[Collection entries]

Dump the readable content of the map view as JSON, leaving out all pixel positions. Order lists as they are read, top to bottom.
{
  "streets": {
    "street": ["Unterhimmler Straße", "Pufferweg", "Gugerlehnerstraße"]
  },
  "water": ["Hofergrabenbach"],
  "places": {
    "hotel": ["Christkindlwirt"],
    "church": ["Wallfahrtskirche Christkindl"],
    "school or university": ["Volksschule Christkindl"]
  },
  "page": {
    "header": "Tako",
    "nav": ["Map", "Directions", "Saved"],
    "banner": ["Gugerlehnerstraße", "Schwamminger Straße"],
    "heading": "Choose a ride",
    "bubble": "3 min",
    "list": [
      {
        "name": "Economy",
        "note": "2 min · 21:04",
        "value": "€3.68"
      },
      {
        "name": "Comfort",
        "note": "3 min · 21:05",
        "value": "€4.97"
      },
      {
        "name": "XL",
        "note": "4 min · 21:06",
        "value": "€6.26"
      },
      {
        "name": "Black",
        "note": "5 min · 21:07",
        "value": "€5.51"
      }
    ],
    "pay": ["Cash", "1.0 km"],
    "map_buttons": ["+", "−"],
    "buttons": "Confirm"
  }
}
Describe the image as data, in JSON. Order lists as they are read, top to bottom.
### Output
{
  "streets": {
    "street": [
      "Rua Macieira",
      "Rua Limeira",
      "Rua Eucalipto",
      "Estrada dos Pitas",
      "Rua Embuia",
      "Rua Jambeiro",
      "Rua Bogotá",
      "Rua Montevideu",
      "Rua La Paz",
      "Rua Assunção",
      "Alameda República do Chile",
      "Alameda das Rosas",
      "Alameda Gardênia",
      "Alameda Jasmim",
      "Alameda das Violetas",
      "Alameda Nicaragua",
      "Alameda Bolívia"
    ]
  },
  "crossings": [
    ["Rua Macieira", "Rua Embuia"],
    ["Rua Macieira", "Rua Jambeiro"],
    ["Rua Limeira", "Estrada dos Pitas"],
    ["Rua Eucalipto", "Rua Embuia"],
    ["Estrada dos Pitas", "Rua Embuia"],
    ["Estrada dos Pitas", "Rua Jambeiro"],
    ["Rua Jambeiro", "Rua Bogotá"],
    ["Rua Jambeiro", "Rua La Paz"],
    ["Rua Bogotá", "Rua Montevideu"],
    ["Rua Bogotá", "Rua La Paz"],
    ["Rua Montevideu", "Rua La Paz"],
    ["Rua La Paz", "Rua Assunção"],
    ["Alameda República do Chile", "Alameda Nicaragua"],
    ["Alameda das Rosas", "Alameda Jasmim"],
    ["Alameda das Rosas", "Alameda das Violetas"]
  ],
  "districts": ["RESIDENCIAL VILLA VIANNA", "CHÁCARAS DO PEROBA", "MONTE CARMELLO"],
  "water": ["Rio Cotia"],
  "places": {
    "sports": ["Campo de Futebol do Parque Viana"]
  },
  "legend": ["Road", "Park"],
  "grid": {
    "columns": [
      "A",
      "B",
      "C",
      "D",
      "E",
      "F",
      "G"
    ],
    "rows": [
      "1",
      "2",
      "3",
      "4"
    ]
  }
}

# Exercise objective
Type out the whole of the data again, exactly as shown.

# Output for this task
Dump the readable content of the map view as JSON, leaving out all pixel positions. Order lists as they are read, top to bottom.
{
  "streets": {
    "street": ["Unterhimmler Straße", "Pufferweg", "Gugerlehnerstraße"]
  },
  "water": ["Hofergrabenbach"],
  "places": {
    "hotel": ["Christkindlwirt"],
    "church": ["Wallfahrtskirche Christkindl"],
    "school or university": ["Volksschule Christkindl"]
  },
  "page": {
    "header": "Tako",
    "nav": ["Map", "Directions", "Saved"],
    "banner": ["Gugerlehnerstraße", "Schwamminger Straße"],
    "heading": "Choose a ride",
    "bubble": "3 min",
    "list": [
      {
        "name": "Economy",
        "note": "2 min · 21:04",
        "value": "€3.68"
      },
      {
        "name": "Comfort",
        "note": "3 min · 21:05",
        "value": "€4.97"
      },
      {
        "name": "XL",
        "note": "4 min · 21:06",
        "value": "€6.26"
      },
      {
        "name": "Black",
        "note": "5 min · 21:07",
        "value": "€5.51"
      }
    ],
    "pay": ["Cash", "1.0 km"],
    "map_buttons": ["+", "−"],
    "buttons": "Confirm"
  }
}
Describe the image as data, in JSON. Order lists as they are read, top to bottom.
### Output
{
  "streets": {
    "street": [
      "Rua Macieira",
      "Rua Limeira",
      "Rua Eucalipto",
      "Estrada dos Pitas",
      "Rua Embuia",
      "Rua Jambeiro",
      "Rua Bogotá",
      "Rua Montevideu",
      "Rua La Paz",
      "Rua Assunção",
      "Alameda República do Chile",
      "Alameda das Rosas",
      "Alameda Gardênia",
      "Alameda Jasmim",
      "Alameda das Violetas",
      "Alameda Nicaragua",
      "Alameda Bolívia"
    ]
  },
  "crossings": [
    ["Rua Macieira", "Rua Embuia"],
    ["Rua Macieira", "Rua Jambeiro"],
    ["Rua Limeira", "Estrada dos Pitas"],
    ["Rua Eucalipto", "Rua Embuia"],
    ["Estrada dos Pitas", "Rua Embuia"],
    ["Estrada dos Pitas", "Rua Jambeiro"],
    ["Rua Jambeiro", "Rua Bogotá"],
    ["Rua Jambeiro", "Rua La Paz"],
    ["Rua Bogotá", "Rua Montevideu"],
    ["Rua Bogotá", "Rua La Paz"],
    ["Rua Montevideu", "Rua La Paz"],
    ["Rua La Paz", "Rua Assunção"],
    ["Alameda República do Chile", "Alameda Nicaragua"],
    ["Alameda das Rosas", "Alameda Jasmim"],
    ["Alameda das Rosas", "Alameda das Violetas"]
  ],
  "districts": ["RESIDENCIAL VILLA VIANNA", "CHÁCARAS DO PEROBA", "MONTE CARMELLO"],
  "water": ["Rio Cotia"],
  "places": {
    "sports": ["Campo de Futebol do Parque Viana"]
  },
  "legend": ["Road", "Park"],
  "grid": {
    "columns": [
      "A",
      "B",
      "C",
      "D",
      "E",
      "F",
      "G"
    ],
    "rows": [
      "1",
      "2",
      "3",
      "4"
    ]
  }
}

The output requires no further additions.